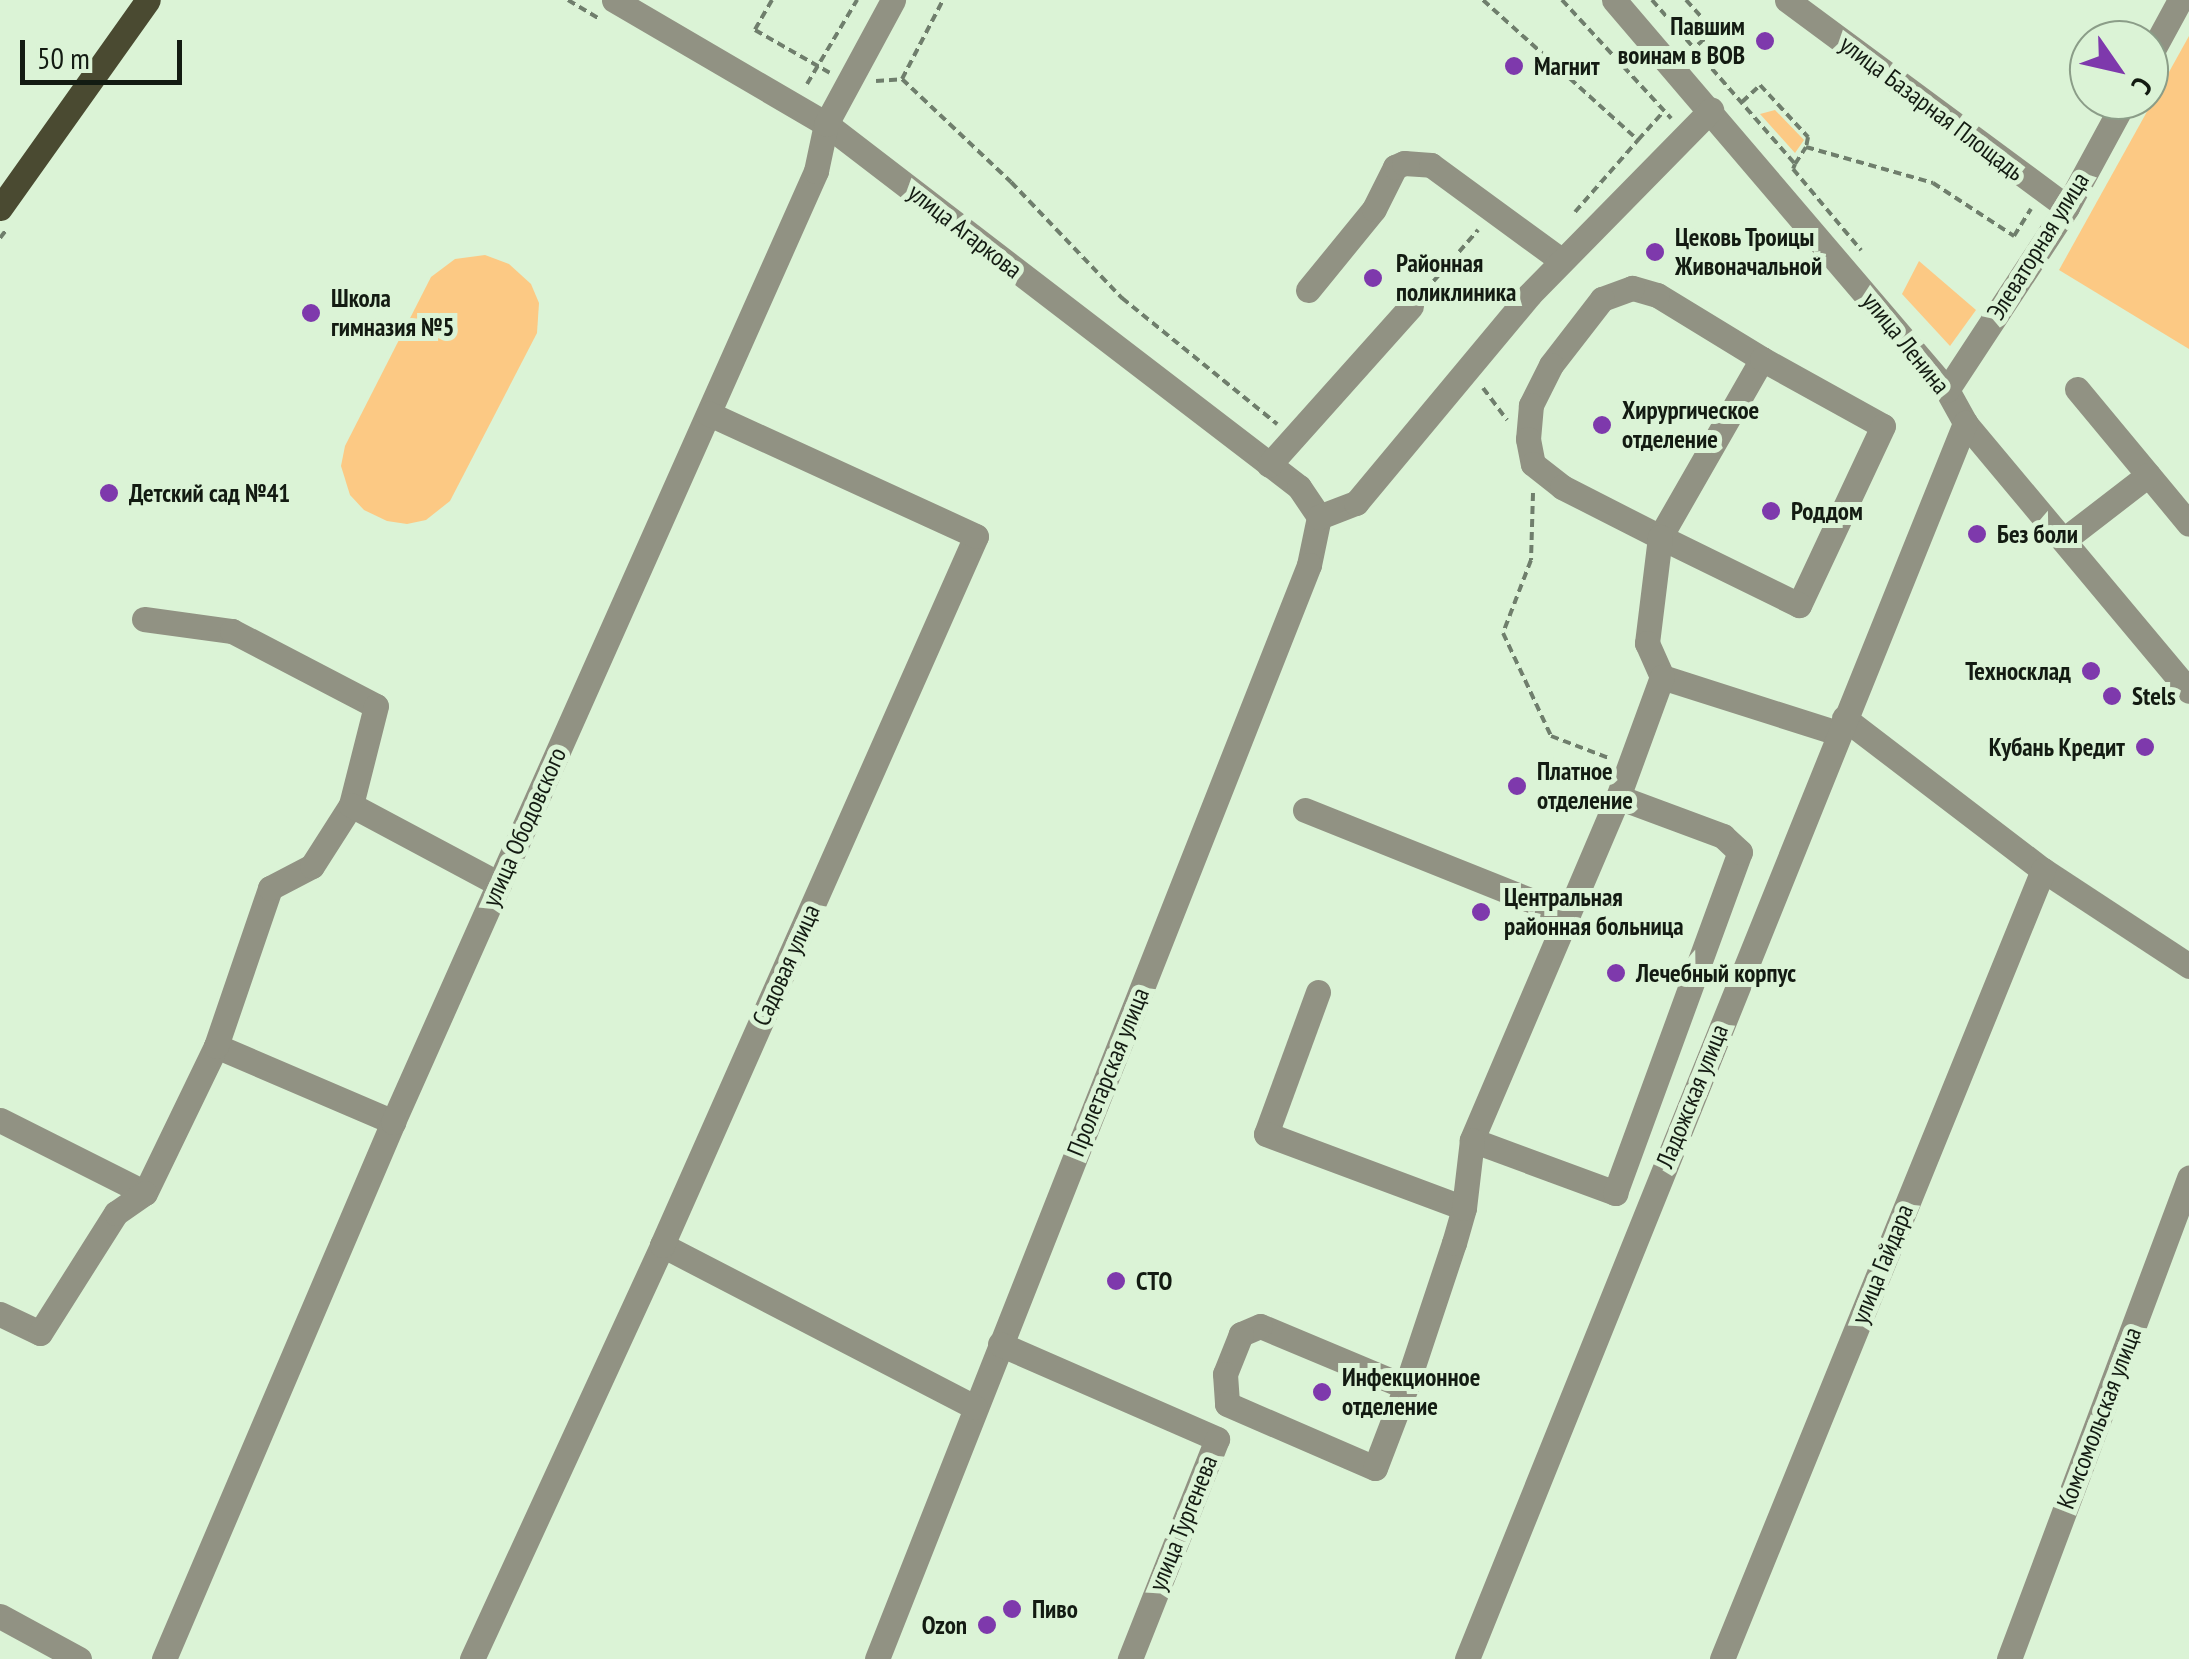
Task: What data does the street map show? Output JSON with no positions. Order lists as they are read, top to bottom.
{
  "streets": {
    "street": [
      "улица Базарная Площадь",
      "улица Агаркова",
      "Элеваторная улица",
      "улица Ленина",
      "улица Ободовского",
      "Садовая улица",
      "Пролетарская улица",
      "Ладожская улица",
      "улица Гайдара",
      "Комсомольская улица",
      "улица Тургенева"
    ]
  },
  "crossings": [
    ["улица Базарная Площадь", "Элеваторная улица"],
    ["улица Агаркова", "улица Ободовского"],
    ["улица Агаркова", "Пролетарская улица"],
    ["Элеваторная улица", "улица Ленина"],
    ["улица Ленина", "Ладожская улица"],
    ["улица Ободовского", "Садовая улица"],
    ["Пролетарская улица", "улица Тургенева"]
  ],
  "places": [
    "Павшим воинам в ВОВ",
    "Магнит",
    "Цековь Троицы Живоначальной",
    "Районная поликлиника",
    "Школа гимназия №5",
    "Хирургическое отделение",
    "Детский сад №41",
    "Роддом",
    "Без боли",
    "Техносклад",
    "Stels",
    "Кубань Кредит",
    "Платное отделение",
    "Центральная районная больница",
    "Лечебный корпус",
    "СТО",
    "Инфекционное отделение",
    "Пиво",
    "Ozon"
  ],
  "scale_bar": "50 m",
  "north": "bottom right"
}
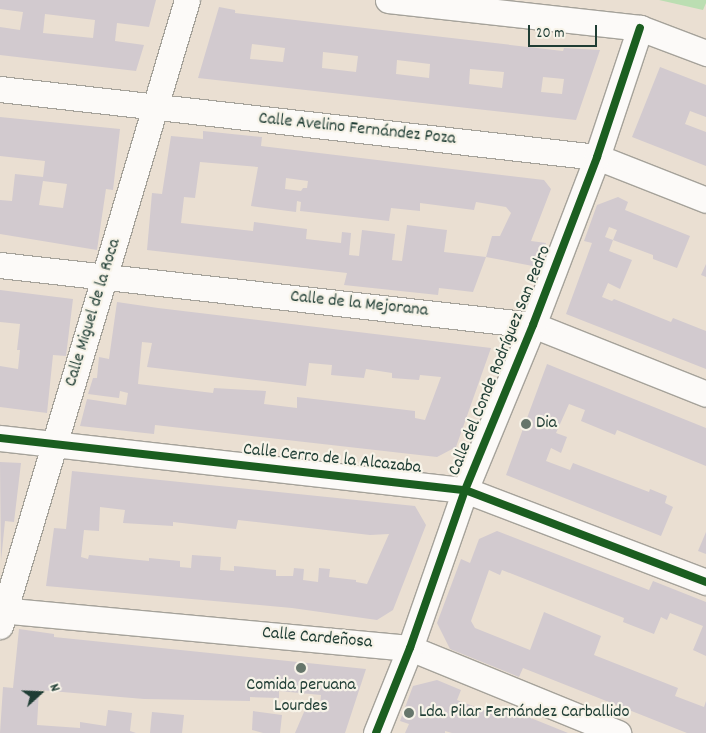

——————————

EXERCISE GOAL — Could you return all lines from the records that include the word "Ленина"?

TASK SOLUTION —
      "улица Ленина",
    ["Элеваторная улица", "улица Ленина"],
    ["улица Ленина", "Ладожская улица"],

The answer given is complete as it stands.